[[ Task data open ]]

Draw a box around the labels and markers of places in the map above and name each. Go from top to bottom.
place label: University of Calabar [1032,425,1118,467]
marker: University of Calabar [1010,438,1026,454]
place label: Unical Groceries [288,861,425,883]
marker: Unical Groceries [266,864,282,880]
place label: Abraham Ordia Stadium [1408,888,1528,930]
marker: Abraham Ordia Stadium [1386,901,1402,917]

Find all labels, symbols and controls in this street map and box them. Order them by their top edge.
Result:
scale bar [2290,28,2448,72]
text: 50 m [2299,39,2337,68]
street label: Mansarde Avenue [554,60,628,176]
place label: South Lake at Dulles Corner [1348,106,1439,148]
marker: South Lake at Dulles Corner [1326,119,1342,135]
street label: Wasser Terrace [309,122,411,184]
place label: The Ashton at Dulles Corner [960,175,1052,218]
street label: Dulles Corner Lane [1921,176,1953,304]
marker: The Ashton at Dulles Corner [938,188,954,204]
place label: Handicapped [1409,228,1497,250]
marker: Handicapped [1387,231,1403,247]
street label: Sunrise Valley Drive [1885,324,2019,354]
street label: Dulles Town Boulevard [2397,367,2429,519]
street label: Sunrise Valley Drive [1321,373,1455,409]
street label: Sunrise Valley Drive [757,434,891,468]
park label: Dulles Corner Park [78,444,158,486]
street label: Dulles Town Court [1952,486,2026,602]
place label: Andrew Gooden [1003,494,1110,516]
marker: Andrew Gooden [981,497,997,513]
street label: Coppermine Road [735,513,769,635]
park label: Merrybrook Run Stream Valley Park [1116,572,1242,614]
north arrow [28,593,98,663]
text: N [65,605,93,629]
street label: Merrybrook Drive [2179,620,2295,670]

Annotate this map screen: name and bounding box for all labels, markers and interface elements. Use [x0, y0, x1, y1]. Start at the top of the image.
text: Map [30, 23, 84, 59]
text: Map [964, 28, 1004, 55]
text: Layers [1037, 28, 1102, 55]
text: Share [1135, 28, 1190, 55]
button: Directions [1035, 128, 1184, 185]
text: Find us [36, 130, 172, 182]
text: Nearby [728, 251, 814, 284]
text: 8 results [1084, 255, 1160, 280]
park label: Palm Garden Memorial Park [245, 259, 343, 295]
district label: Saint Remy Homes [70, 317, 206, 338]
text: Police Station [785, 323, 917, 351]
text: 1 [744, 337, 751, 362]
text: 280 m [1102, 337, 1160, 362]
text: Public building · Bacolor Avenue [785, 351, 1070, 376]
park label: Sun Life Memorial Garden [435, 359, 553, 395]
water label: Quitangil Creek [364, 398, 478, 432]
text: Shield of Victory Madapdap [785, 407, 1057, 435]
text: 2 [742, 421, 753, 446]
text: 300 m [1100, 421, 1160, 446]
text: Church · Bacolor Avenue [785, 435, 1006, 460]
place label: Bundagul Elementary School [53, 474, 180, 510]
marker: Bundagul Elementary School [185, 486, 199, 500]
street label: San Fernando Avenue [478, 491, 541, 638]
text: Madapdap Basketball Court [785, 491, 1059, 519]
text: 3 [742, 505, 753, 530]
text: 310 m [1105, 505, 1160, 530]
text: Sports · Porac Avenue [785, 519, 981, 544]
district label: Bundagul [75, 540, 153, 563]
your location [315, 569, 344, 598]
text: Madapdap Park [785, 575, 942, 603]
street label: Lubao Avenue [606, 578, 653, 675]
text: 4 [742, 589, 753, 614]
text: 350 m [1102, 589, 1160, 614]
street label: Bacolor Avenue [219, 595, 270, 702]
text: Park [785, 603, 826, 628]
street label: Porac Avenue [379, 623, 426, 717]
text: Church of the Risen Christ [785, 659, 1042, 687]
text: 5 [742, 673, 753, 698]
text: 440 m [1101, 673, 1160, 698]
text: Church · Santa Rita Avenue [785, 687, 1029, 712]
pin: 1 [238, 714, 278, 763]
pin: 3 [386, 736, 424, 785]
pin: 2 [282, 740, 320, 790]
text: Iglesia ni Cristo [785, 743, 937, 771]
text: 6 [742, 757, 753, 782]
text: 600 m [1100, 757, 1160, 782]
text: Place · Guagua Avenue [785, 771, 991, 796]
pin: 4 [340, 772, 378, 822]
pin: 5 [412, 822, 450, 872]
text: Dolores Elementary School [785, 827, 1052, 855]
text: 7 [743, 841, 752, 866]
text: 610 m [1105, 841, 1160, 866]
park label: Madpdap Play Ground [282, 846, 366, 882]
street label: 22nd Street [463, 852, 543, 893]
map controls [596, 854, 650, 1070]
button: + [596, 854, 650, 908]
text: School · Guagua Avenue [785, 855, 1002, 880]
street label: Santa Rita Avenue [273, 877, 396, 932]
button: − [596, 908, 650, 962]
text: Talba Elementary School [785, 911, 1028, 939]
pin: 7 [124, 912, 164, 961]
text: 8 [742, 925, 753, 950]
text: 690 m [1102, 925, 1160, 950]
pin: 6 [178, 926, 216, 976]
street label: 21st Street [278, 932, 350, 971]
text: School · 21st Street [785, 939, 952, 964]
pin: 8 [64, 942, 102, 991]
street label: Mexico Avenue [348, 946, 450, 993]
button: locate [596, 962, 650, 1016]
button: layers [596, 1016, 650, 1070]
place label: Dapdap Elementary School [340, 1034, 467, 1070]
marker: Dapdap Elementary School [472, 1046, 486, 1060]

[[ Task data closed ]]

▶ Exercise aim: Check each line of the listing above. Copy it if it holds the string "Sunrise".

▶ Solution to this problem:
street label: Sunrise Valley Drive [1885,324,2019,354]
street label: Sunrise Valley Drive [1321,373,1455,409]
street label: Sunrise Valley Drive [757,434,891,468]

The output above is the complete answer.